Profissão…Repórter?


[Resenha para o site de jornalismo (06/10/2006)]
Por Karina Gomes, 1º ano

 
“Michelangelo Antonioni discute condição humana em “Profissão: Repórter”

 
O fugitivo. Talvez esse fosse o melhor nome para Profissão: Repórter, filme de Michelangelo Antonioni lançado em 1975 e agora relançado primeiro olhar, o título da obra em português parece pouco apropriado, já que, salvo alguns flashbacks que mostram entrevistas realizadas pelo personagem principal, o enredo se concentra em temas como a condição humana e a angústia decorrente da busca interior.

A estranheza provocada pelo título se estende ao filme, que nada tem a ver com narrativas óbvias e personagens caricatos de muitos filmes que fazem alusão ao jornalismo, como O Jornal, de Ron Howard. O suspense de Antonioni possui ritmo lento, inovadores recursos de câmera e poucos diálogos.

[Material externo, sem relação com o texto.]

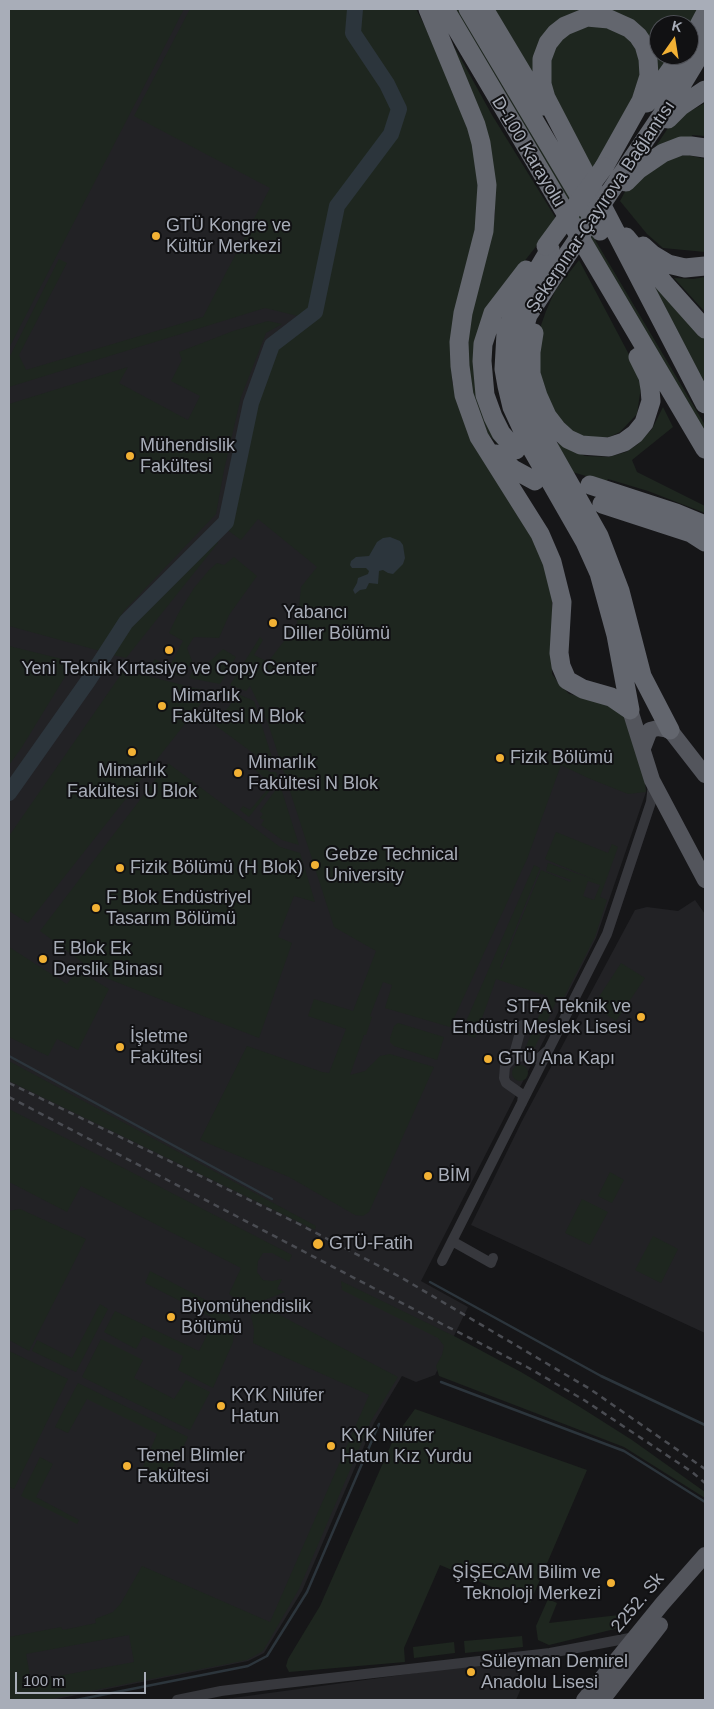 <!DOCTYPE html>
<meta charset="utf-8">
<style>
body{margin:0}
#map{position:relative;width:714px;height:1709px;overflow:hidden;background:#161618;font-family:Helvetica,sans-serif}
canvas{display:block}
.frame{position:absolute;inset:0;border:10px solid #a8adb8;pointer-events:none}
.north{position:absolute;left:649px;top:15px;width:50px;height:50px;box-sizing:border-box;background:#111113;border:1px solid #4d4f55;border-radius:50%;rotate:13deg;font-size:14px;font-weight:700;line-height:20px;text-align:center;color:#a8adb8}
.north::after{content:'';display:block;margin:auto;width:18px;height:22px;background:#f2b134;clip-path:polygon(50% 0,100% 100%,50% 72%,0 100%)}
.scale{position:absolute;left:15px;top:1672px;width:131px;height:22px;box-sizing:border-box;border:2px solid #a8adb8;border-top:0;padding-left:6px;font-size:15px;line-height:18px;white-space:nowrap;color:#a8adb8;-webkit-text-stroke:4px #111113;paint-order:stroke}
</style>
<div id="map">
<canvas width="714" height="1709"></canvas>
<div class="frame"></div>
<div class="north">K</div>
<div class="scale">100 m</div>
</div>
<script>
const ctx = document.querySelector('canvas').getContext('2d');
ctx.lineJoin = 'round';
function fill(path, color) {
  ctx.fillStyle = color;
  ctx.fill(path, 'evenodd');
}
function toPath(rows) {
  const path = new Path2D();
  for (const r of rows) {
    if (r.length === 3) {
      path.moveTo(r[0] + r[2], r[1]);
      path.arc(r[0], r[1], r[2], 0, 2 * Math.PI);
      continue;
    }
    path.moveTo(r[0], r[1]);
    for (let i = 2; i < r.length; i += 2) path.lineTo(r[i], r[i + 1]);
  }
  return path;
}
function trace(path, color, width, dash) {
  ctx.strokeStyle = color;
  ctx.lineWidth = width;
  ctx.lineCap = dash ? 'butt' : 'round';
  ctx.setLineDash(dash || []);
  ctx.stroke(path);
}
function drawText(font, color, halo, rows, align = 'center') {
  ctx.font = font + ' Helvetica,sans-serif';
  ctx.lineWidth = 4;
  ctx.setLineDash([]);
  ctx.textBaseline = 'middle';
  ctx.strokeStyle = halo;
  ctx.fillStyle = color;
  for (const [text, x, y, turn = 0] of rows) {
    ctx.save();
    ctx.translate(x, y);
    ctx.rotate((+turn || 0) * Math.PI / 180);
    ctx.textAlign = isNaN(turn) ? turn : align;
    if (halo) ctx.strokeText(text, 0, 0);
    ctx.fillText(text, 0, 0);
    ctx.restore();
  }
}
const built = toPath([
 [9,9,416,9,451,347,452,382,552,648,552,674,559,684,569,694,608,703,643,765,646,792,596,938,421,1281,468,1307,435,1375,416,1382,402,1376,374,1423,302,1591,264,1653,248,1661,52,1700,9,1700],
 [695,900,705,914,705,1333,471,1225,522,1121,635,910,647,907,678,911],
 [519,1659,522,1686,516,1700,218,1700]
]);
const green = toPath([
 [9,9,184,9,9,348],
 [190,9,416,9,446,67,476,151,481,213,451,347,452,382,468,427,540,548,552,590,552,674,559,684,569,694,608,703,622,712,643,765,646,792,628,794,588,778,561,765,527,859,450,1027,385,1008,392,985,383,982,370,1016,372,1017,366,1035,364,1035,350,1075,365,1071,380,1056,390,1054,434,1067,369,1212,363,1216,355,1215,289,1177,200,1140,247,1046,322,1072,329,1073,346,1029,308,1016,314,999,353,1011,376,951,334,927,268,723,250,686,246,691,230,685,260,637,263,640,254,655,268,662,297,624,301,587,317,567,258,519,241,540,222,526,226,521,251,403,272,345,306,318,265,308,9,387,9,358,59,259,67,263,19,355,26,370,203,317,270,188,134,116],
 [454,9,458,9,705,425,705,432],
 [489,9,700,9,689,25,659,25,659,55,674,55,656,83,636,27,565,18,536,91],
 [598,21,626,32,645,65,622,127,592,168,546,80,546,65,565,32],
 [455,48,492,115,557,220,504,287,476,344,508,455,488,434,479,419,474,400,467,363,469,320,486,255,495,214,493,168,453,51],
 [705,103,705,136,692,135,691,140,652,152,668,128,685,111,687,113],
 [688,155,705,159,705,252,663,248,647,234,620,201,627,188,670,157],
 [631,250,705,338,705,385],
 [579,260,634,364,641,387,637,414,620,432,609,437,593,437,575,435,552,410,539,374,539,331,546,311,555,291],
 [705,277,705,312,674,278,693,279],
 [268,321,282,324,266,333,241,397,224,470,216,514,123,612,104,652,9,626,9,404,128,367,119,383,188,420,200,396,171,381,182,360,179,352,233,331],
 [663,407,673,427,632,460,637,472,705,506,705,513,648,491,608,479,606,482,569,471,553,445,558,443,585,456,609,457,626,452,638,444,652,429],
 [212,535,218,543,126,658,109,654,132,618],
 [234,557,257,576,229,615,219,638,194,637,187,648,192,661,183,677,150,668,155,659,169,667,183,641,169,633,178,614,194,588,209,570,217,563,224,565],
 [9,646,74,662,22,747,9,765],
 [223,649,236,657,220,684,189,678,197,664,205,666],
 [124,670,210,692,28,923,9,911,9,836],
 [238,694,254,701,275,767,269,765,215,725],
 [251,759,270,772,276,772,278,780,249,817,240,810,243,806,250,810,272,784,247,763],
 [168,763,280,847,300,853,315,902,294,896,278,937,292,943,259,1038,101,976,40,931],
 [280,784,280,785,299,845,282,840,261,825,264,820,260,818,263,814,260,811],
 [556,832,608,853,612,844,618,847,600,897,607,900,595,937,562,1001,557,1000,533,1051,525,1049,547,996,496,979,475,1038,467,1035,463,1032,464,1026,534,865,540,868,500,967,501,969,541,870,570,882,571,880,546,871,548,863,595,880,545,859],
 [588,881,600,885,594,900,583,896],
 [9,947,67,984,77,970,109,989,78,1050,57,1039,48,1056,9,1037],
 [621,963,645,978,616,1021,593,1006],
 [398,1023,444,1037,437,1060,394,1046,390,1042,390,1038,394,1026],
 [9,1061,160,1142,316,1226,315,1230,9,1081],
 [520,1073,8],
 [9,1109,292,1255,289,1262,272,1253,263,1253,258,1261,257,1272,263,1280,272,1281,282,1279,277,1289,285,1292,247,1307,229,1294,241,1268,81,1186,67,1212,9,1182],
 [610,1172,624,1180,612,1203,598,1196],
 [582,1199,608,1212,590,1245,565,1233],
 [20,1209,86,1239,29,1351,9,1340,9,1211],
 [653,1236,678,1249,661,1283,635,1270],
 [150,1271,223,1309,232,1320,234,1329,233,1342,213,1388,178,1370,183,1356,143,1336,136,1349,104,1332,115,1311,199,1351,215,1319,145,1283],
 [341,1281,454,1336,521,1372,580,1407,632,1440,705,1492,705,1498,624,1447,439,1376,436,1366,442,1355,444,1346,438,1338,342,1290],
 [100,1304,108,1309,76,1372,32,1351,37,1340,72,1358],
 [261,1308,268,1309,398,1377,371,1421,299,1589,263,1651,247,1660,45,1700,9,1700,9,1637,61,1627,63,1630,96,1623,95,1619,113,1612,121,1603,142,1566,270,1622,369,1395,253,1343,254,1330,251,1315],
 [129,1635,134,1662,31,1681,26,1654],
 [101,1339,143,1360,134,1378,174,1399,186,1380,210,1392,190,1430,82,1377],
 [9,1351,68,1379,14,1489,9,1487],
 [78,1383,188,1437,166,1482,142,1469,157,1434,87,1399,68,1433,55,1427],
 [415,1409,587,1470,530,1603,440,1565,404,1648,405,1662,289,1672,286,1666,288,1659,320,1606,394,1438],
 [40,1457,53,1464,36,1497,79,1520,77,1524,21,1496],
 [548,1599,557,1603,549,1623,619,1615,619,1628,549,1645,538,1640,536,1626],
 [522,1636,523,1647,465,1653,464,1641],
 [454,1642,455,1653,414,1658,413,1647]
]);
const water = toPath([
 [390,537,400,541,403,545,405,558,403,564,393,574,388,573,383,570,379,571,378,584,369,583,366,589,360,590,355,594,353,590,357,583,358,578,368,574,369,571,366,568,352,568,350,565,351,561,356,557,369,556,377,542,383,538]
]);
const stream = toPath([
 [9,1056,272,1199],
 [430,1282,601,1376,705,1425],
 [441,1382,624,1451,705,1502],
 [76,1700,248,1666,267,1656,307,1592,379,1424]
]);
const river = toPath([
 [9,793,88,681,126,622,226,522,251,403,272,345,315,312,337,206,391,134,399,109,387,84,353,33,355,9]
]);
const street = toPath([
 [513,1058,522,1025],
 [522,1103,523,1095,506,1083,504,1078,505,1066,513,1058,523,1056,533,1059,539,1058,547,1051],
 [452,1241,491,1263,493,1258],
 [442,1261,607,934,651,802,653,784],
 [177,1700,221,1691,268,1685,550,1653,635,1637]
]);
const primary = toPath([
 [630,710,652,780,705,880],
 [643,748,650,730,658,728,670,730,705,775],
 [584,1700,662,1604,705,1555],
 [602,1700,660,1625]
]);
const highway = toPath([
 [428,9,476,125,481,143,487,185,484,231,463,313,459,342,460,366,464,395,479,437,540,534,552,562,562,602,559,653,561,666,567,680,583,689,611,697,630,710],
 [445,9,705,449],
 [468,9,600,231],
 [484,9,542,106],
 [689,44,705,14],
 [647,103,681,55],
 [668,119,681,106,705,90],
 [604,167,641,101,649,76,648,59,644,45,638,36,629,28,609,19,587,17,565,26,556,33,548,43,542,59,542,84,546,98,705,404],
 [618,180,676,94,705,46],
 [626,182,638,170,663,153,681,146,691,146,705,148],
 [626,237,664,283,705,329],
 [643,246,653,255,668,264,685,268,705,266],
 [550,249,516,306,506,333,504,369,507,386,512,407,529,444,585,542,599,573,616,635,630,710],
 [565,258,528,315,520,342,517,360,518,378,525,405,599,536,620,591,642,676,670,730],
 [534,333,531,352,531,374,538,396,547,416,557,429,568,439,581,445,609,447,624,442,635,434,644,423,651,401,650,389,648,377,638,357],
 [516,450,501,433,493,417,485,395,482,361,483,344,493,313,526,270],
 [496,454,513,469,535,481],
 [590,485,676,513,705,525],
 [602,504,691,533,705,542]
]);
const rail = toPath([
 [9,1083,297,1223,402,1278,590,1389,705,1469],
 [9,1097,442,1324,527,1367,584,1400,692,1472,705,1483]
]);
const highwayBridge = toPath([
 [546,246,604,167],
 [565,258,618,180]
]);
const markers = [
 [156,236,5,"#f2b134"],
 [130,456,5,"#f2b134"],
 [273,623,5,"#f2b134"],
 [169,650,5,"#f2b134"],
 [162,706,5,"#f2b134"],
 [132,752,5,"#f2b134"],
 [500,758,5,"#f2b134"],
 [238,773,5,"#f2b134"],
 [315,865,5,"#f2b134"],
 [120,868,5,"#f2b134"],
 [96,908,5,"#f2b134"],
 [43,959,5,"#f2b134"],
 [641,1017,5,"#f2b134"],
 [120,1047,5,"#f2b134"],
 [488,1059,5,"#f2b134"],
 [428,1176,5,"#f2b134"],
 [318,1244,6,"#f2b134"],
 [171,1317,5,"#f2b134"],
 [221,1406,5,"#f2b134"],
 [331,1446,5,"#f2b134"],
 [127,1466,5,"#f2b134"],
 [611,1583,5,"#f2b134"],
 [471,1672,5,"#f2b134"]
];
const streetNames = [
 ["D-100 Karayolu",528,152,59],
 ["Şekerpınar-Çayırova Bağlantısı",601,207,-56],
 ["2252. Sk",638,1603,-50]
];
const poiNames = [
 ["GTÜ Kongre ve",166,226],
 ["Kültür Merkezi",166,247],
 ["Mühendislik",140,446],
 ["Fakültesi",140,467],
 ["Yabancı",283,613],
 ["Diller Bölümü",283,634],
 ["Yeni Teknik Kırtasiye ve Copy Center",169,669,"center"],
 ["Mimarlık",172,696],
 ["Fakültesi M Blok",172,717],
 ["Fizik Bölümü",510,758],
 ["Mimarlık",248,763],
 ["Fakültesi N Blok",248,784],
 ["Mimarlık",132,771,"center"],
 ["Fakültesi U Blok",132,792,"center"],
 ["Gebze Technical",325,855],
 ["University",325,876],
 ["Fizik Bölümü (H Blok)",130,868],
 ["F Blok Endüstriyel",106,898],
 ["Tasarım Bölümü",106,919],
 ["E Blok Ek",53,949],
 ["Derslik Binası",53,970],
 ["STFA Teknik ve",631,1007,"right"],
 ["Endüstri Meslek Lisesi",631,1028,"right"],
 ["İşletme",130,1037],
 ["Fakültesi",130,1058],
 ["GTÜ Ana Kapı",498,1059],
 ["BİM",438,1176],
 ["GTÜ-Fatih",329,1244],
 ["Biyomühendislik",181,1307],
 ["Bölümü",181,1328],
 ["KYK Nilüfer",231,1396],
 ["Hatun",231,1417],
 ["KYK Nilüfer",341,1436],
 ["Hatun Kız Yurdu",341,1457],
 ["Temel Blimler",137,1456],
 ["Fakültesi",137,1477],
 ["ŞİŞECAM Bilim ve",601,1573,"right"],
 ["Teknoloji Merkezi",601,1594,"right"],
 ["Süleyman Demirel",481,1662],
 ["Anadolu Lisesi",481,1683]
];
fill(built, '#222225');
fill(green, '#1e261f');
fill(water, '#2c353c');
trace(stream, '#2c353c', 2.5);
trace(river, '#2c353c', 16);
trace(street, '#37383d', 10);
trace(primary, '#53555c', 16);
trace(highway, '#63666e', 19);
trace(rail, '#4a4c52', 2.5, [6, 5]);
trace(highwayBridge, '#63666e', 19);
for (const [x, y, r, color] of markers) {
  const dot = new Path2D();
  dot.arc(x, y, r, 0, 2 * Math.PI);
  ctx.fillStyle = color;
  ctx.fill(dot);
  trace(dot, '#111113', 2);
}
drawText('18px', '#a8adb8', '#111113', streetNames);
drawText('18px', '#a8adb8', '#111113', poiNames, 'left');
</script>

O roteiro, baseado em obra de Mark Peploe, narra a vida do jornalista David Locke (Jack Nicholson), que está entediado com a rotina de sua vida e profissão. Durante a produção de um documentário sobre movimentos guerrilheiros na África, Locke conhece David Robertson (Chuck MulveHill), que está hospedado em seu hotel. A história dá uma virada quando Locke encontra Robertson morto e, mesmo sem saber quem ele é, resolve assumir sua identidade. Uma caderneta deixada por seu xará e recente amigo lhe servirá de roteiro para uma nova vida, e de entrada para um labirinto sem volta.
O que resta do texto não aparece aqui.